Instructions to follow
Copy each entry precisely as written, and do not carry over the pictures.

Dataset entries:
++++++++++
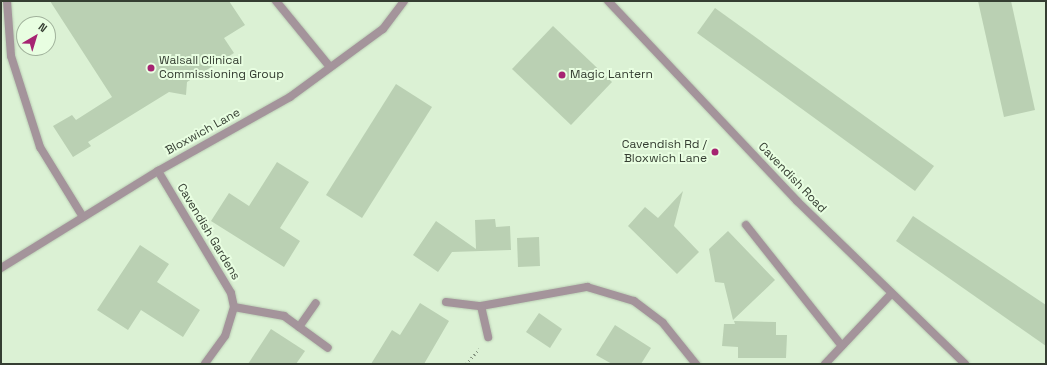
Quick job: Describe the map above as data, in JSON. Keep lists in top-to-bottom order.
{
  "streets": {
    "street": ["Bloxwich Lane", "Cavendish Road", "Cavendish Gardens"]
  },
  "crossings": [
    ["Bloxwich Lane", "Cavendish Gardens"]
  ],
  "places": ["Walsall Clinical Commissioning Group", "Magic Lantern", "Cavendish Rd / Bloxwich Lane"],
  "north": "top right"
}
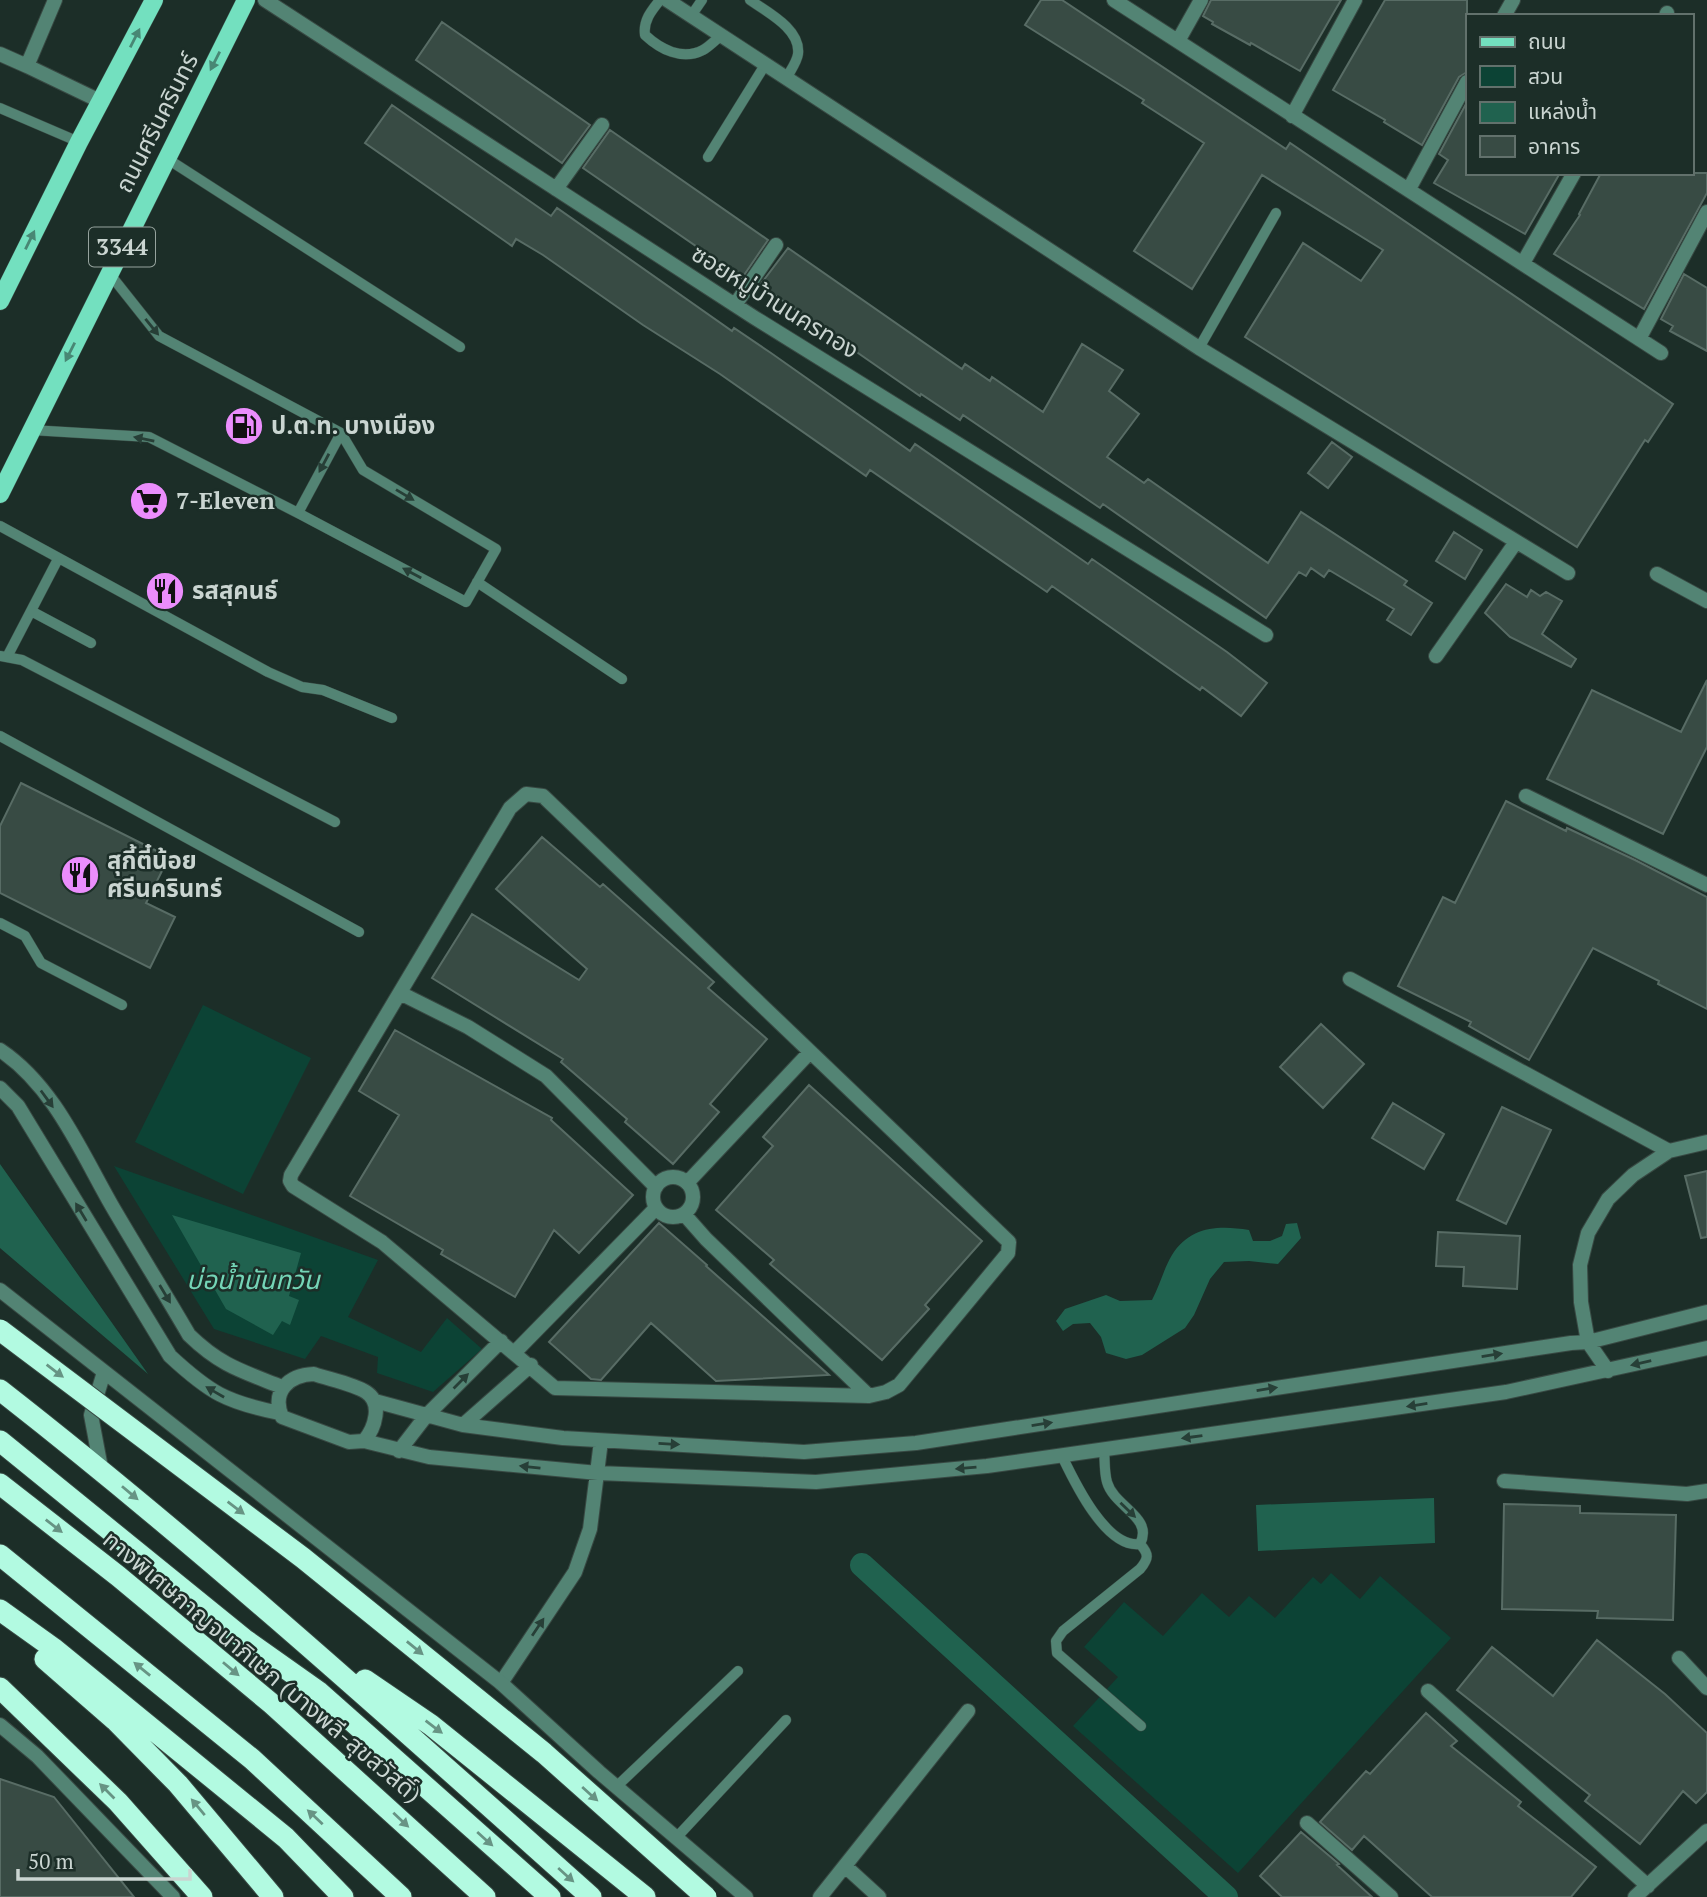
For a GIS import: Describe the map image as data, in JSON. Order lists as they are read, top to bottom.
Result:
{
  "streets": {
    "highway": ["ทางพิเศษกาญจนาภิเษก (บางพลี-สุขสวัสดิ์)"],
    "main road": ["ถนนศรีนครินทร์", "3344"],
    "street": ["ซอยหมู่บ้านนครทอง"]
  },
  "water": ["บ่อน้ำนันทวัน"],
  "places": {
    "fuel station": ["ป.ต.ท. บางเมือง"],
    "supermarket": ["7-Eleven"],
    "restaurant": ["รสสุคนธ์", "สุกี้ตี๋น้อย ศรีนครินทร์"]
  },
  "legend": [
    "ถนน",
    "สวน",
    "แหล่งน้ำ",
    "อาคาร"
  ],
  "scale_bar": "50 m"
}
++++++++++
Response
Quick job: Describe the map above as data, in JSON. Keep lists in top-to-bottom order.
{
  "streets": {
    "street": ["Bloxwich Lane", "Cavendish Road", "Cavendish Gardens"]
  },
  "crossings": [
    ["Bloxwich Lane", "Cavendish Gardens"]
  ],
  "places": ["Walsall Clinical Commissioning Group", "Magic Lantern", "Cavendish Rd / Bloxwich Lane"],
  "north": "top right"
}
For a GIS import: Describe the map image as data, in JSON. Order lists as they are read, top to bottom.
Result:
{
  "streets": {
    "highway": ["ทางพิเศษกาญจนาภิเษก (บางพลี-สุขสวัสดิ์)"],
    "main road": ["ถนนศรีนครินทร์", "3344"],
    "street": ["ซอยหมู่บ้านนครทอง"]
  },
  "water": ["บ่อน้ำนันทวัน"],
  "places": {
    "fuel station": ["ป.ต.ท. บางเมือง"],
    "supermarket": ["7-Eleven"],
    "restaurant": ["รสสุคนธ์", "สุกี้ตี๋น้อย ศรีนครินทร์"]
  },
  "legend": [
    "ถนน",
    "สวน",
    "แหล่งน้ำ",
    "อาคาร"
  ],
  "scale_bar": "50 m"
}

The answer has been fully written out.